## Exercise directions:
Only the lines from the first line of the entries through the line with "Transcribe the names" belong in the answer, each restated word for word and without pictures.

Stored data:

• • • • •

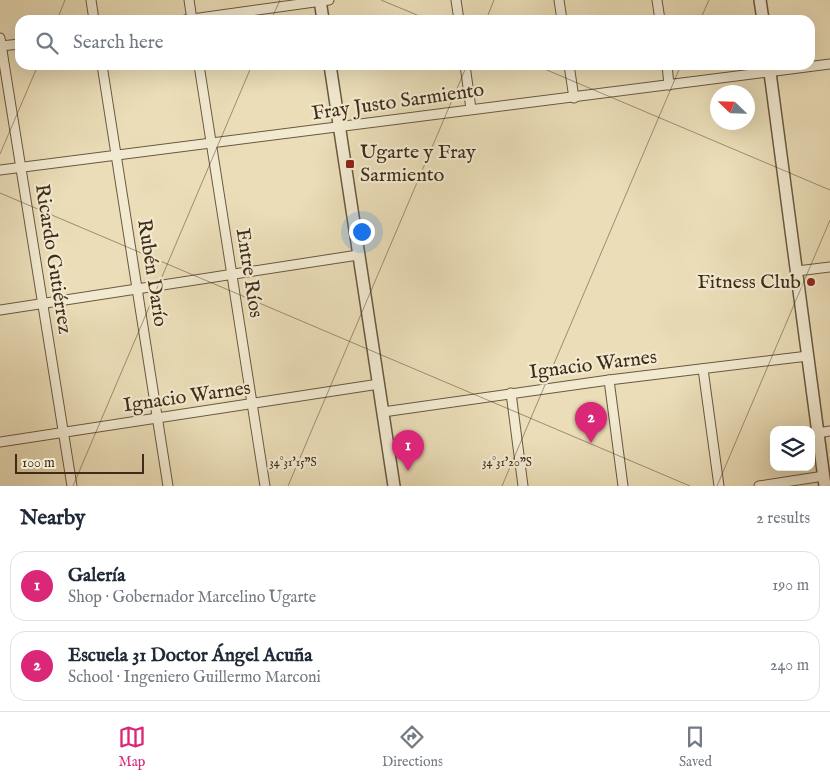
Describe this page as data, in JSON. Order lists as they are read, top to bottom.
{
  "streets": {
    "street": [
      "Fray Justo Sarmiento",
      "Ricardo Gutiérrez",
      "Rubén Darío",
      "Entre Ríos",
      "Ignacio Warnes"
    ]
  },
  "crossings": [
    ["Fray Justo Sarmiento", "Ricardo Gutiérrez"],
    ["Fray Justo Sarmiento", "Rubén Darío"],
    ["Fray Justo Sarmiento", "Entre Ríos"],
    ["Ricardo Gutiérrez", "Ignacio Warnes"],
    ["Rubén Darío", "Ignacio Warnes"],
    ["Entre Ríos", "Ignacio Warnes"]
  ],
  "places": {
    "transit": ["Ugarte y Fray Sarmiento"],
    "other": ["Fitness Club"]
  },
  "scale_bar": "100 m",
  "north": "top left",
  "page": {
    "search": "Search here",
    "pins": ["2", "1"],
    "scale": "100 m",
    "heading": ["Nearby", "2 results"],
    "list": [
      {
        "mark": "1",
        "name": "Galería",
        "note": "Shop · Gobernador Marcelino Ugarte",
        "value": "190 m"
      },
      {
        "mark": "2",
        "name": "Escuela 31 Doctor Ángel Acuña",
        "note": "School · Ingeniero Guillermo Marconi",
        "value": "240 m"
      }
    ],
    "nav": ["Map", "Directions", "Saved"]
  },
  "coordinates": ["34°31'15\"S", "34°31'20\"S"]
}
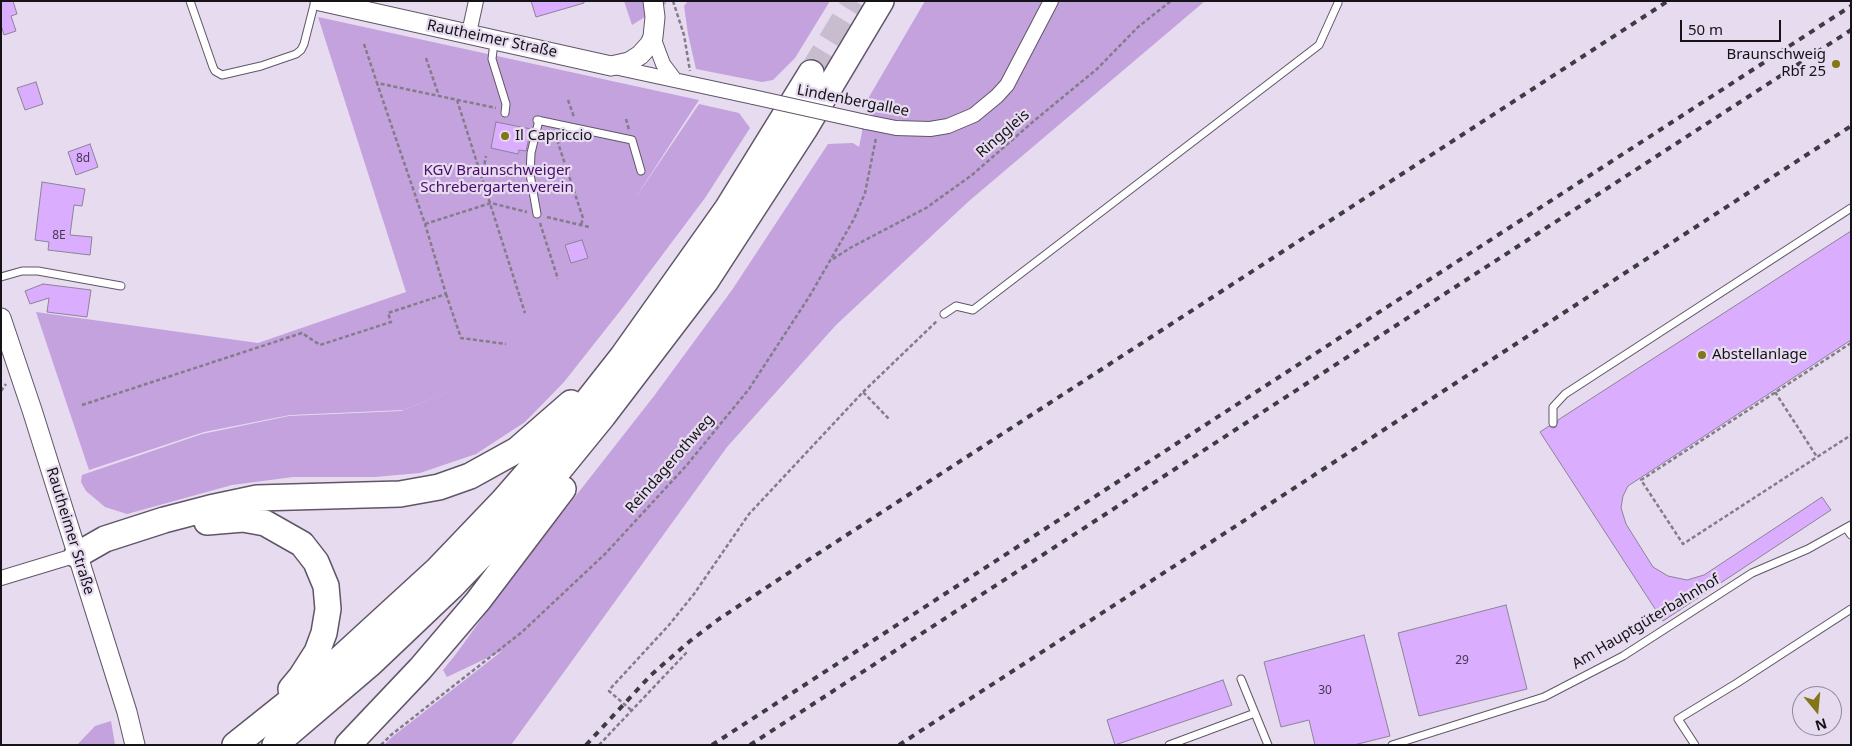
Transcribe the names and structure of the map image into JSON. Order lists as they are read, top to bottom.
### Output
{
  "streets": {
    "main road": ["Rautheimer Straße"],
    "street": ["Lindenbergallee"],
    "lane": ["Am Hauptgüterbahnhof"],
    "path": ["Ringgleis", "Reindagerothweg"]
  },
  "crossings": [
    ["Rautheimer Straße", "Lindenbergallee"],
    ["Lindenbergallee", "Reindagerothweg"],
    ["Ringgleis", "Reindagerothweg"]
  ],
  "parks": ["KGV Braunschweiger Schrebergartenverein"],
  "places": ["Braunschweig Rbf 25", "Il Capriccio", "Abstellanlage"],
  "house_numbers": [
    "8d",
    "8E",
    "29",
    "30"
  ],
  "scale_bar": "50 m",
  "north": "bottom"
}
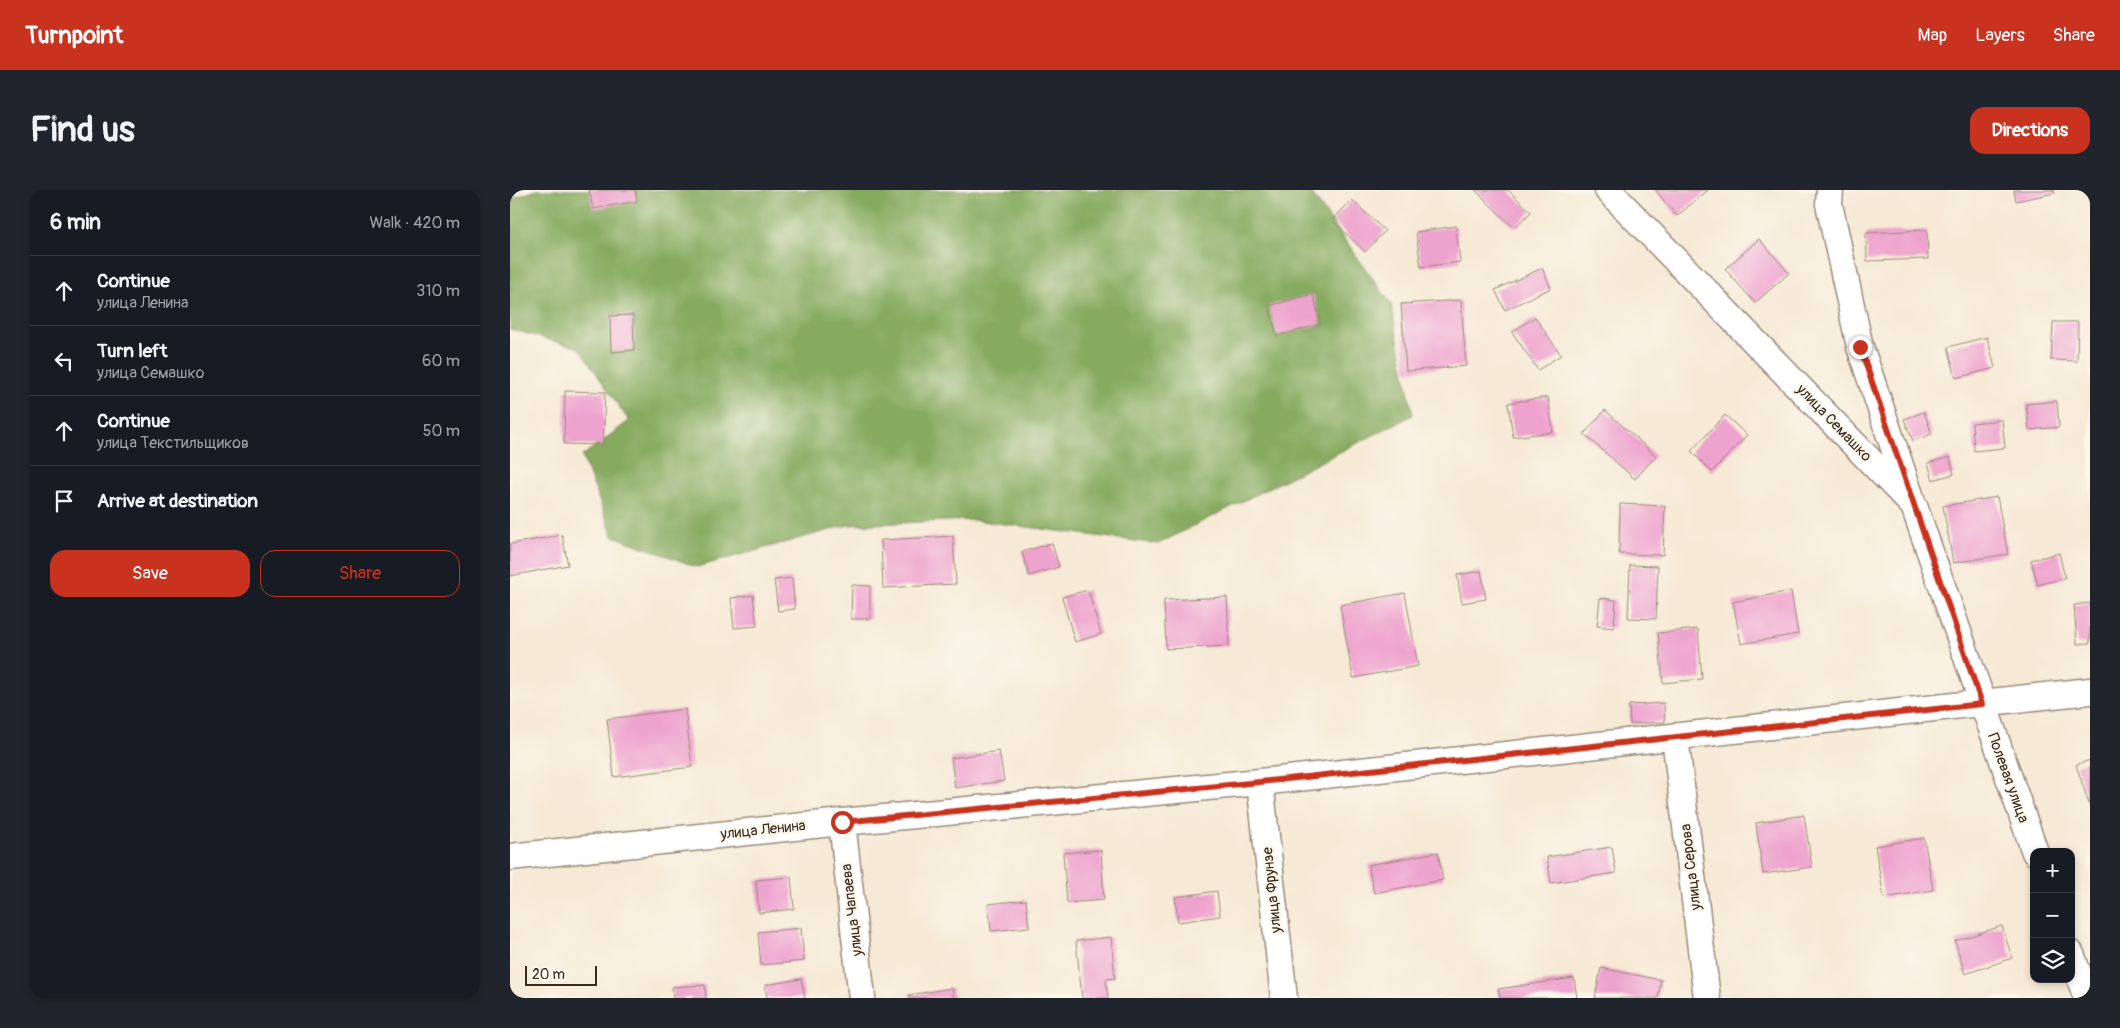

• • • • •

## The completed task:
Describe this page as data, in JSON. Order lists as they are read, top to bottom.
{
  "streets": {
    "street": [
      "Fray Justo Sarmiento",
      "Ricardo Gutiérrez",
      "Rubén Darío",
      "Entre Ríos",
      "Ignacio Warnes"
    ]
  },
  "crossings": [
    ["Fray Justo Sarmiento", "Ricardo Gutiérrez"],
    ["Fray Justo Sarmiento", "Rubén Darío"],
    ["Fray Justo Sarmiento", "Entre Ríos"],
    ["Ricardo Gutiérrez", "Ignacio Warnes"],
    ["Rubén Darío", "Ignacio Warnes"],
    ["Entre Ríos", "Ignacio Warnes"]
  ],
  "places": {
    "transit": ["Ugarte y Fray Sarmiento"],
    "other": ["Fitness Club"]
  },
  "scale_bar": "100 m",
  "north": "top left",
  "page": {
    "search": "Search here",
    "pins": ["2", "1"],
    "scale": "100 m",
    "heading": ["Nearby", "2 results"],
    "list": [
      {
        "mark": "1",
        "name": "Galería",
        "note": "Shop · Gobernador Marcelino Ugarte",
        "value": "190 m"
      },
      {
        "mark": "2",
        "name": "Escuela 31 Doctor Ángel Acuña",
        "note": "School · Ingeniero Guillermo Marconi",
        "value": "240 m"
      }
    ],
    "nav": ["Map", "Directions", "Saved"]
  },
  "coordinates": ["34°31'15\"S", "34°31'20\"S"]
}
Transcribe the names and structure of the map image into JSON. Order lists as they are read, top to bottom.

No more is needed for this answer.